%%

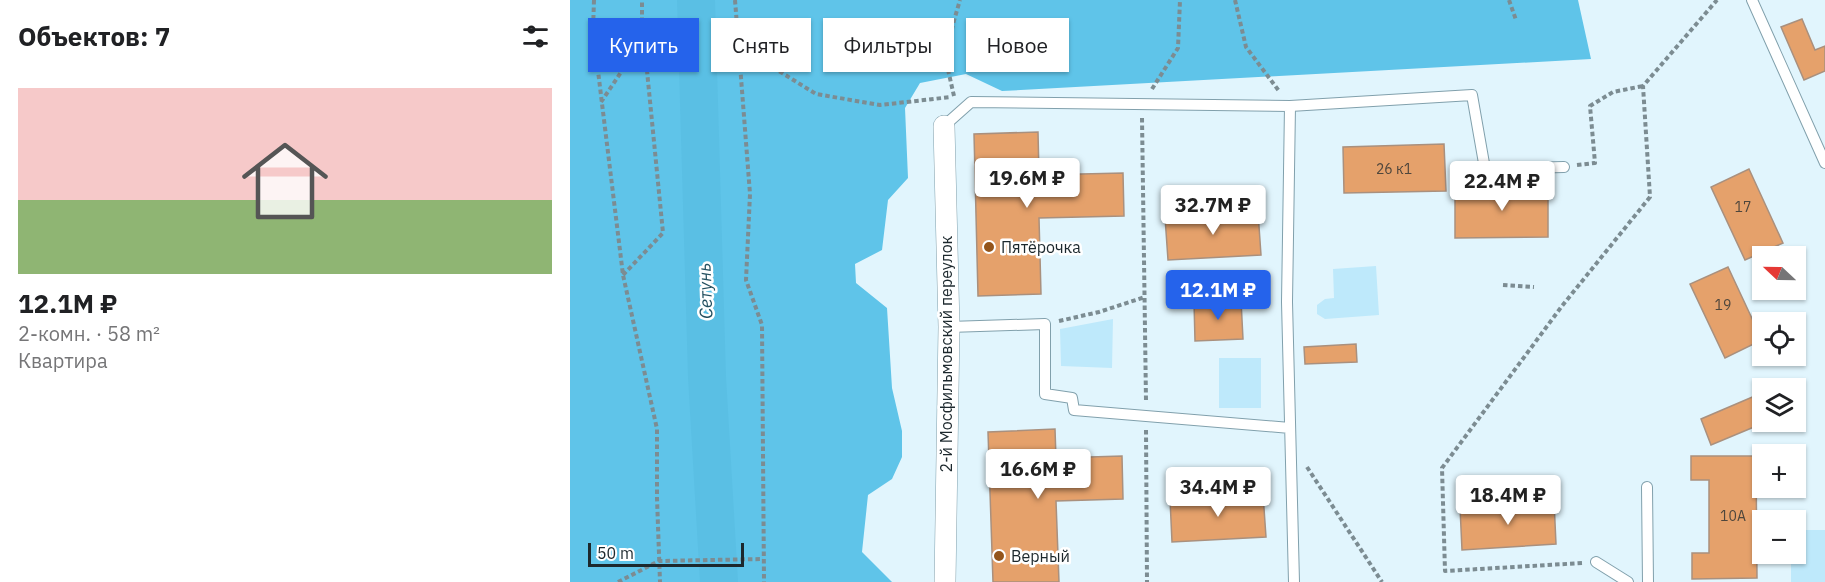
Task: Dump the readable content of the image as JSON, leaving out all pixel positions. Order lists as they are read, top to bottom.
{
  "streets": {
    "street": ["2-й Мосфильмовский переулок"]
  },
  "water": ["Сетунь"],
  "places": ["Пятёрочка", "Верный"],
  "house_numbers": [
    "26 к1",
    "17",
    "19",
    "10А"
  ],
  "scale_bar": "50 m",
  "north": "left",
  "page": {
    "heading": "Объектов: 7",
    "chip": [
      "Купить",
      "Снять",
      "Фильтры",
      "Новое"
    ],
    "list": [
      {
        "name": "12.1M ₽",
        "note": "2-комн. · 58 m² · Квартира"
      }
    ],
    "price": [
      "19.6M ₽",
      "22.4M ₽",
      "32.7M ₽",
      "12.1M ₽",
      "16.6M ₽",
      "34.4M ₽",
      "18.4M ₽"
    ],
    "map_buttons": ["+", "−"],
    "scale": "50 m"
  }
}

%%

## Exercise objective
For each entry, copy the text exactly and leave out any image it carries.

## Your solution
Task: Dump the readable content of the image as JSON, leaving out all pixel positions. Order lists as they are read, top to bottom.
{
  "streets": {
    "street": ["2-й Мосфильмовский переулок"]
  },
  "water": ["Сетунь"],
  "places": ["Пятёрочка", "Верный"],
  "house_numbers": [
    "26 к1",
    "17",
    "19",
    "10А"
  ],
  "scale_bar": "50 m",
  "north": "left",
  "page": {
    "heading": "Объектов: 7",
    "chip": [
      "Купить",
      "Снять",
      "Фильтры",
      "Новое"
    ],
    "list": [
      {
        "name": "12.1M ₽",
        "note": "2-комн. · 58 m² · Квартира"
      }
    ],
    "price": [
      "19.6M ₽",
      "22.4M ₽",
      "32.7M ₽",
      "12.1M ₽",
      "16.6M ₽",
      "34.4M ₽",
      "18.4M ₽"
    ],
    "map_buttons": ["+", "−"],
    "scale": "50 m"
  }
}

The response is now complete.